▶ [YOUR GOAL] The first line of the entries below, the line containing "function paint(path, color)", and every line between them should be repeated exactly, and nothing else.

Collected data entries:
##########

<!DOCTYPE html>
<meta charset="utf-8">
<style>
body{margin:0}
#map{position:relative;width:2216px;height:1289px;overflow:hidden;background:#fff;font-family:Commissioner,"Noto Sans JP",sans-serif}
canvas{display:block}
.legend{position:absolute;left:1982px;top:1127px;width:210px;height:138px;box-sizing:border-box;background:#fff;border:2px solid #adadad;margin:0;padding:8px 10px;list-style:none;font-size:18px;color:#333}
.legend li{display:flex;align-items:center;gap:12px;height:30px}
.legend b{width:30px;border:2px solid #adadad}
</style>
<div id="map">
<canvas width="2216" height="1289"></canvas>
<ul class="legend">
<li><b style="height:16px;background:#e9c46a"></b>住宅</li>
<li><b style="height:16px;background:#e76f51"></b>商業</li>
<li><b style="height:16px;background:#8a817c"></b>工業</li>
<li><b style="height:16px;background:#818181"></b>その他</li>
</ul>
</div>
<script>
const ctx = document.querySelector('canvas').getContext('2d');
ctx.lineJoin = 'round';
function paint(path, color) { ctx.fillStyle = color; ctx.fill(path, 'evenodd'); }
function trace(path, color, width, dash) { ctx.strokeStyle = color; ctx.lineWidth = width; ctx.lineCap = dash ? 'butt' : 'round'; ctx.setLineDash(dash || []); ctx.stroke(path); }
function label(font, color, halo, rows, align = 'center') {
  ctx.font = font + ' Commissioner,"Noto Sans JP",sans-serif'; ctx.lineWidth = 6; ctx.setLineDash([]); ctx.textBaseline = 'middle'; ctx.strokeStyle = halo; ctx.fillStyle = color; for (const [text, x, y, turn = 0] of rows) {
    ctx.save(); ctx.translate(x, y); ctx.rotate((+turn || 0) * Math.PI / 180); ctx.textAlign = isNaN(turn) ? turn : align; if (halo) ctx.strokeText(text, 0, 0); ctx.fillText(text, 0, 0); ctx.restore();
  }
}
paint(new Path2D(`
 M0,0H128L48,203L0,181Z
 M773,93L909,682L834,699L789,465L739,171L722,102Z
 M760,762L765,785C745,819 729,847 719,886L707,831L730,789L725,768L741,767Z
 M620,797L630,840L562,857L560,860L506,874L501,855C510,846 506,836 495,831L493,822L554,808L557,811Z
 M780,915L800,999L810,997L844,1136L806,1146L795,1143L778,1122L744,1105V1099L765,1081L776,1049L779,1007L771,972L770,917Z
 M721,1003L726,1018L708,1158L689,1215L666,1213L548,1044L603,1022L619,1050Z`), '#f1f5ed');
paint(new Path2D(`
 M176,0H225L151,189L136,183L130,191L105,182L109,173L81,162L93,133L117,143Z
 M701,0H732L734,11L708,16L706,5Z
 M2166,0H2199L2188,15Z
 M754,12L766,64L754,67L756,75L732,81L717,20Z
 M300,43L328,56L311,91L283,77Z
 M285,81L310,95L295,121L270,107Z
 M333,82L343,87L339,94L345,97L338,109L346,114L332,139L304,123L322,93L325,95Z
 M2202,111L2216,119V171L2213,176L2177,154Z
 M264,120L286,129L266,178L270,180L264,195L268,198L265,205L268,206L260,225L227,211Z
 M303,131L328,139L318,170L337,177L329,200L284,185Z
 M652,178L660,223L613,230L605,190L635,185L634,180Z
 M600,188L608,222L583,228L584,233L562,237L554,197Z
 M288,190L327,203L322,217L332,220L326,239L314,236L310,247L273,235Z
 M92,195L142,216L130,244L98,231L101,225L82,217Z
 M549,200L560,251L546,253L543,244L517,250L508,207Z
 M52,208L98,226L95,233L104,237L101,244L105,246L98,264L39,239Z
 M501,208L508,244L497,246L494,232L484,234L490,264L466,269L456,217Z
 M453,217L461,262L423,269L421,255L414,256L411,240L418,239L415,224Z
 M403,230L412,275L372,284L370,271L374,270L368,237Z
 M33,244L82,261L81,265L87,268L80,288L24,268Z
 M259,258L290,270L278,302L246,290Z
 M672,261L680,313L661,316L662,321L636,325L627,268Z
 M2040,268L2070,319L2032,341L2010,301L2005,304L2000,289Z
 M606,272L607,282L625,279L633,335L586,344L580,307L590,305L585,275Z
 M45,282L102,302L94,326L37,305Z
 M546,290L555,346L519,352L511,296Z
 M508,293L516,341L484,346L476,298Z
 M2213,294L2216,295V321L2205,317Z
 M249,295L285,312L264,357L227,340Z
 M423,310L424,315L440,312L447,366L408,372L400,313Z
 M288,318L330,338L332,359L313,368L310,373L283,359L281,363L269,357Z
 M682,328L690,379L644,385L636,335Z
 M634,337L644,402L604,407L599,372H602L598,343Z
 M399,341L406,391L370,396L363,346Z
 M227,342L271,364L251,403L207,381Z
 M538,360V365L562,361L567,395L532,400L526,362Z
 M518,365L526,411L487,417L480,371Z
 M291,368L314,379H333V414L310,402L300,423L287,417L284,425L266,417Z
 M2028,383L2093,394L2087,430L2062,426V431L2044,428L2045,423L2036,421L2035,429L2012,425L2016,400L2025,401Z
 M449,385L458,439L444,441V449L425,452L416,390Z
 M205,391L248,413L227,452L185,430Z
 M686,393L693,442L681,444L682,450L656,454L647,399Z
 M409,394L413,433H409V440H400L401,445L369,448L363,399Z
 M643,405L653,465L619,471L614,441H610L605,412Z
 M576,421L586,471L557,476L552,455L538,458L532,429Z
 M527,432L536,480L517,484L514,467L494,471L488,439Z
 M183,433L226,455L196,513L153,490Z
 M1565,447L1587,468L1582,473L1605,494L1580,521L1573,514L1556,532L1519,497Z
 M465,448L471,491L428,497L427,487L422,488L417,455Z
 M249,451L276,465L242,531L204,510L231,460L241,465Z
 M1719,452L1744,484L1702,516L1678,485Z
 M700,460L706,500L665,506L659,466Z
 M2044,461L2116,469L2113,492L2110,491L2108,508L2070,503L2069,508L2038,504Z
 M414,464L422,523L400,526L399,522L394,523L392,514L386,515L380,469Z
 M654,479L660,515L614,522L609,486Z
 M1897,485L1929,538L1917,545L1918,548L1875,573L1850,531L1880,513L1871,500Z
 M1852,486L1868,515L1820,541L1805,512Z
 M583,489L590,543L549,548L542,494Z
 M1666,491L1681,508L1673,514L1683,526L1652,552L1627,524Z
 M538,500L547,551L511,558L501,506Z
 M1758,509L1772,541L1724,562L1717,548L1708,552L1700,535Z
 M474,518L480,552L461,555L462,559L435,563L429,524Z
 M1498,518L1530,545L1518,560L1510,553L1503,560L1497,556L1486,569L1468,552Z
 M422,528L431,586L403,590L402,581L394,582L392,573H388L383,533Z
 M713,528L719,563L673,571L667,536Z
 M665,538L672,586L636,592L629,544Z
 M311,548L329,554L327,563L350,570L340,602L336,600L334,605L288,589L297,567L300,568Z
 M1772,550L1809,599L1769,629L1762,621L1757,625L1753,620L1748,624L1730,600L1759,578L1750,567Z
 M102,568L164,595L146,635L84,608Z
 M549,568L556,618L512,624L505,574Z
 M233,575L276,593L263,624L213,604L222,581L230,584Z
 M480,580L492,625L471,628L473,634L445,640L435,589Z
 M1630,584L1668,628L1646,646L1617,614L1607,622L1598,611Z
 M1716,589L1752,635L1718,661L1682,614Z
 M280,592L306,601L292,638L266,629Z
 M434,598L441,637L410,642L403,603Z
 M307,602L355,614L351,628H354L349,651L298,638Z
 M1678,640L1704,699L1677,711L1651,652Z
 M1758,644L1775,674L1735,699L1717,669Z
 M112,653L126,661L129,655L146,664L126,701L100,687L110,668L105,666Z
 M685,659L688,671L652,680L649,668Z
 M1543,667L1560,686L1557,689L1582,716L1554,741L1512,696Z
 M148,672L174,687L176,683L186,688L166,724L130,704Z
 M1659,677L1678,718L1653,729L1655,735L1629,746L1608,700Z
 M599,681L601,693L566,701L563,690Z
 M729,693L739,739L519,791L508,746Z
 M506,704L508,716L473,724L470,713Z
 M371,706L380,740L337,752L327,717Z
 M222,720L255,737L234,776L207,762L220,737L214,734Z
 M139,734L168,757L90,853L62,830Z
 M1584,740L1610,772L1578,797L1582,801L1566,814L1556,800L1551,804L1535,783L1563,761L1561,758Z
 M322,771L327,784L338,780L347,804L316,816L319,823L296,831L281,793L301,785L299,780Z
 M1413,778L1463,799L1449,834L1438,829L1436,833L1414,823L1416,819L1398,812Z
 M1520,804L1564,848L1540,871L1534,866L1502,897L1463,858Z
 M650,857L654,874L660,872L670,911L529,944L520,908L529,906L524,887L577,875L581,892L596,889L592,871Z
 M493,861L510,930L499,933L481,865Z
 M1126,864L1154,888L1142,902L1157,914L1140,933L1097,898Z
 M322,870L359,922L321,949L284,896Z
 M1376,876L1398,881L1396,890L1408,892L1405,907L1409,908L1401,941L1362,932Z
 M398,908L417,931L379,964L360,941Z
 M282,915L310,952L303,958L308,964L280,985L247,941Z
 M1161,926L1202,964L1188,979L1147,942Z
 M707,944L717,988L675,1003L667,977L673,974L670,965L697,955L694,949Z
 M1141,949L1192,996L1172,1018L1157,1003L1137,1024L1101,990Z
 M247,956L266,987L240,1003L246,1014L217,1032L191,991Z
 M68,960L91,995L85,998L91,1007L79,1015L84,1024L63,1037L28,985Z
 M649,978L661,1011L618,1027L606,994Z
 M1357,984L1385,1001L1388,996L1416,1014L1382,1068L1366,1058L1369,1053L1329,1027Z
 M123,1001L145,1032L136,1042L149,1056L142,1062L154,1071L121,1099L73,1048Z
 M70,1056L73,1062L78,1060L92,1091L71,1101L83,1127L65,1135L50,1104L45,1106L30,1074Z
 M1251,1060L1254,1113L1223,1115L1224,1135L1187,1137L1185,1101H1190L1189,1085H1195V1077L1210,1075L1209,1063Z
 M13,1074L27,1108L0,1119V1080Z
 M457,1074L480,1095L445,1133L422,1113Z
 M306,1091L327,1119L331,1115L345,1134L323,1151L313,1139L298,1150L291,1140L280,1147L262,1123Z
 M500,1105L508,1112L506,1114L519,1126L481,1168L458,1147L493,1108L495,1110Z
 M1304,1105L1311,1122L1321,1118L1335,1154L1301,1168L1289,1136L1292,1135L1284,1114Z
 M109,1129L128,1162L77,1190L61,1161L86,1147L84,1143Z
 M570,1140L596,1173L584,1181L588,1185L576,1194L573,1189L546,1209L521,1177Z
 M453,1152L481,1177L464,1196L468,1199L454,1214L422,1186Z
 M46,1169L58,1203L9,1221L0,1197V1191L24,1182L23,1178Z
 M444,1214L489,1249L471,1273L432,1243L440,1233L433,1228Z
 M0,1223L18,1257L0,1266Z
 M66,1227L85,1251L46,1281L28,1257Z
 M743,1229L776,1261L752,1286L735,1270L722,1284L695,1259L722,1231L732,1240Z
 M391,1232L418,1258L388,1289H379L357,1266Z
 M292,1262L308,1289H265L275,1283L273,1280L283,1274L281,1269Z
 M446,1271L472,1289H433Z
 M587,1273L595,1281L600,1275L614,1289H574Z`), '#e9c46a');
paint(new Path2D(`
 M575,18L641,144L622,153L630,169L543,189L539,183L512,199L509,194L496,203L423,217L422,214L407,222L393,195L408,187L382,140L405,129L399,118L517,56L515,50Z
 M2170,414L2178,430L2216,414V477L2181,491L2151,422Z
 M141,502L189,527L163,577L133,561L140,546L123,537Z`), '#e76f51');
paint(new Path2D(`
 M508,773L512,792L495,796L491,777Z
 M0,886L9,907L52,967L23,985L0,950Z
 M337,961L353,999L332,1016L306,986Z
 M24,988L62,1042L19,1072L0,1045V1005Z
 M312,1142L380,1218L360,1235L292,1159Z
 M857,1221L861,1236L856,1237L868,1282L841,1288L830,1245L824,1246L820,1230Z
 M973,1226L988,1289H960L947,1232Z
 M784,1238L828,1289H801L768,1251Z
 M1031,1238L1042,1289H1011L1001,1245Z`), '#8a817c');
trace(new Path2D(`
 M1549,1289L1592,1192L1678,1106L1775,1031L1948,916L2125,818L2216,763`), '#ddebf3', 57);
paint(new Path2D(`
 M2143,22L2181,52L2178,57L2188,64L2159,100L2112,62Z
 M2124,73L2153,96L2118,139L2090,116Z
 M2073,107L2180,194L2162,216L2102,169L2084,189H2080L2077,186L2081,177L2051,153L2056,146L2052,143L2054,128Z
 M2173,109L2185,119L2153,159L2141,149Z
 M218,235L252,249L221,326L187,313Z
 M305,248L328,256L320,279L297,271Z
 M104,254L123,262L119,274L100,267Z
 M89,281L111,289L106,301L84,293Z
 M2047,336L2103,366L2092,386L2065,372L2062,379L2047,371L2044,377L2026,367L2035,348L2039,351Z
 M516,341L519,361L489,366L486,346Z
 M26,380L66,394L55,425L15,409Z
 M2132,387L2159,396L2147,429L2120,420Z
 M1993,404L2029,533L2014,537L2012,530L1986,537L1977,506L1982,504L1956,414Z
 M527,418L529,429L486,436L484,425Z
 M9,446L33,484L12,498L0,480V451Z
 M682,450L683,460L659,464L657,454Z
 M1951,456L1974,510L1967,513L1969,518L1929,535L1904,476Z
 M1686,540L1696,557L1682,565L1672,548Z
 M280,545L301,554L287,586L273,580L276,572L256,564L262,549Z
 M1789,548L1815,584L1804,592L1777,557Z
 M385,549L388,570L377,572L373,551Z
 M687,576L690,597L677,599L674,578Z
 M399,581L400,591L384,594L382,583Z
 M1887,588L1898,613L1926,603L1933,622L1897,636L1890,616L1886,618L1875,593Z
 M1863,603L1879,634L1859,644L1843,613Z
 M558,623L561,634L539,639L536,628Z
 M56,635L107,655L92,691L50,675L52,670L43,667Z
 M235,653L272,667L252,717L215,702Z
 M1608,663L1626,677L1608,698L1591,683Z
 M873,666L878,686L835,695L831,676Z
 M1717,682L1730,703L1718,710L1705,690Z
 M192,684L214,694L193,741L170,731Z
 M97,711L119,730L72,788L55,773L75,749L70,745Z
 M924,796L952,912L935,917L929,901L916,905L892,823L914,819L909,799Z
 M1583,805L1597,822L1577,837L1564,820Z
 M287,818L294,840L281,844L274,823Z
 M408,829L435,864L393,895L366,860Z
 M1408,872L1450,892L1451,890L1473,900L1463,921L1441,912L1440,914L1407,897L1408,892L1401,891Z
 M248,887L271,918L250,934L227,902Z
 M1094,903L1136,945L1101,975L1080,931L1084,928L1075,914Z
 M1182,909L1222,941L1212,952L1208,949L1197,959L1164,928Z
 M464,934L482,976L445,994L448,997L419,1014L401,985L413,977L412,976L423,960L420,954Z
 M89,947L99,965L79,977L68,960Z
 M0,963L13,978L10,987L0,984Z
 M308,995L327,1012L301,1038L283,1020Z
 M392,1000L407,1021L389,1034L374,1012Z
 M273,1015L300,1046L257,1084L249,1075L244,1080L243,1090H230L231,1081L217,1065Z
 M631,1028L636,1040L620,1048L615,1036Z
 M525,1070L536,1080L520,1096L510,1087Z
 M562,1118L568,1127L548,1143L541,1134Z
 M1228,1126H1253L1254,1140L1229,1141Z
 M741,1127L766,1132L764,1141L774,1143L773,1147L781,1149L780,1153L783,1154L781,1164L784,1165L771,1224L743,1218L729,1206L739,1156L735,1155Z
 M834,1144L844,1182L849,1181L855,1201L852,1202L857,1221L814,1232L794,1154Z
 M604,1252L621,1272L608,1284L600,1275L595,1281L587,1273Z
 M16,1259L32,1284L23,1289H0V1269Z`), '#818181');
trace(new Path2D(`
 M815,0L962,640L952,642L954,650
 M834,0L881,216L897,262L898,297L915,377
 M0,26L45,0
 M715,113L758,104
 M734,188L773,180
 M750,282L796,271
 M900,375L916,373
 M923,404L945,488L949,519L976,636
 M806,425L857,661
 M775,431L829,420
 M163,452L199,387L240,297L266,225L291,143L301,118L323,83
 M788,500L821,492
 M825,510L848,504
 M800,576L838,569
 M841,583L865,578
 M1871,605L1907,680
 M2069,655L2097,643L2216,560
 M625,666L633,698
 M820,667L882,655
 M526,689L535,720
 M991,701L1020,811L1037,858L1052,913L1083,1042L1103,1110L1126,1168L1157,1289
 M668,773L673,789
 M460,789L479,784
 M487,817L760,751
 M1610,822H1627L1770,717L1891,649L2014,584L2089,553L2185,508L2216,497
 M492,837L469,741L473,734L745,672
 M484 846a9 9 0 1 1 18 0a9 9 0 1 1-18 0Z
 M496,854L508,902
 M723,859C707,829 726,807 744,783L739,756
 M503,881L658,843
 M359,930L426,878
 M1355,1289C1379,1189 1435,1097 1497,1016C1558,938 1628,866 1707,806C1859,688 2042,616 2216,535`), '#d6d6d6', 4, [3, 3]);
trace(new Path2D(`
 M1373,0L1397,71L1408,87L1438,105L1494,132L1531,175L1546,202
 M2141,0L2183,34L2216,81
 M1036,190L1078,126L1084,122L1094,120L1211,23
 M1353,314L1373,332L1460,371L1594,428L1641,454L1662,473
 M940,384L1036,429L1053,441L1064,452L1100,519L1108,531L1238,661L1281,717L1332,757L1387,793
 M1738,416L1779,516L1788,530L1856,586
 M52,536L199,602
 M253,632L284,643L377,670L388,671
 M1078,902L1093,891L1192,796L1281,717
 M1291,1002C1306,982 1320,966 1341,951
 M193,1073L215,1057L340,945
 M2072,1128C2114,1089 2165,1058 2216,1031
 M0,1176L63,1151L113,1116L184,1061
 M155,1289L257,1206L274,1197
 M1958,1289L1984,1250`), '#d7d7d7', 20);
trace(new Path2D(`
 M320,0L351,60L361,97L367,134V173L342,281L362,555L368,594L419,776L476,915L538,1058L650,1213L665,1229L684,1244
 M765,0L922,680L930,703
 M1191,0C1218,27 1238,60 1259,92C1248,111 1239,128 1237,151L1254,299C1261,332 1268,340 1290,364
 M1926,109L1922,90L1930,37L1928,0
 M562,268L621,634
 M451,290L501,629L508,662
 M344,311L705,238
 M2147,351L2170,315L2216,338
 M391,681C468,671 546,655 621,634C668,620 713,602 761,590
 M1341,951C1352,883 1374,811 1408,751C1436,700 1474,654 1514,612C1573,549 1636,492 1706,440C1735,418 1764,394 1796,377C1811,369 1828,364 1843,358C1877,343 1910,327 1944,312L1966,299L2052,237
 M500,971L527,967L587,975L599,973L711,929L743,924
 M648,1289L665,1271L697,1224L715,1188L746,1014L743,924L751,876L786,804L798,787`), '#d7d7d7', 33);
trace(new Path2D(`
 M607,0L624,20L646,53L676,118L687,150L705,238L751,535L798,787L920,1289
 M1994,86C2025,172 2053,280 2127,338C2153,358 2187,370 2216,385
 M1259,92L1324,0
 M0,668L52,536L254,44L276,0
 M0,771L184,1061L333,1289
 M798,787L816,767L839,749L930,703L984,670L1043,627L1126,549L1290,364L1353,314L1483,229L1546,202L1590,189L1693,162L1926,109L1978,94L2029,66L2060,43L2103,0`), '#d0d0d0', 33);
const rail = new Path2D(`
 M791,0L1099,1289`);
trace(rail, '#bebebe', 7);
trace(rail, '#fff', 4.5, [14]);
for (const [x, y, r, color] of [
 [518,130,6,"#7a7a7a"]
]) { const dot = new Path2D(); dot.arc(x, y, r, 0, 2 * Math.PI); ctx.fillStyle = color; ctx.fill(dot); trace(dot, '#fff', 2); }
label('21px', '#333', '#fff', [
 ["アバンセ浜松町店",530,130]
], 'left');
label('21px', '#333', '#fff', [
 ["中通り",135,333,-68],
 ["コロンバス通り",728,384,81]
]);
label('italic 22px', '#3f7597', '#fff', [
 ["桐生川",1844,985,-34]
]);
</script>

##########

▶ [FINISHED EXERCISE]
<!DOCTYPE html>
<meta charset="utf-8">
<style>
body{margin:0}
#map{position:relative;width:2216px;height:1289px;overflow:hidden;background:#fff;font-family:Commissioner,"Noto Sans JP",sans-serif}
canvas{display:block}
.legend{position:absolute;left:1982px;top:1127px;width:210px;height:138px;box-sizing:border-box;background:#fff;border:2px solid #adadad;margin:0;padding:8px 10px;list-style:none;font-size:18px;color:#333}
.legend li{display:flex;align-items:center;gap:12px;height:30px}
.legend b{width:30px;border:2px solid #adadad}
</style>
<div id="map">
<canvas width="2216" height="1289"></canvas>
<ul class="legend">
<li><b style="height:16px;background:#e9c46a"></b>住宅</li>
<li><b style="height:16px;background:#e76f51"></b>商業</li>
<li><b style="height:16px;background:#8a817c"></b>工業</li>
<li><b style="height:16px;background:#818181"></b>その他</li>
</ul>
</div>
<script>
const ctx = document.querySelector('canvas').getContext('2d');
ctx.lineJoin = 'round';
function paint(path, color) { ctx.fillStyle = color; ctx.fill(path, 'evenodd'); }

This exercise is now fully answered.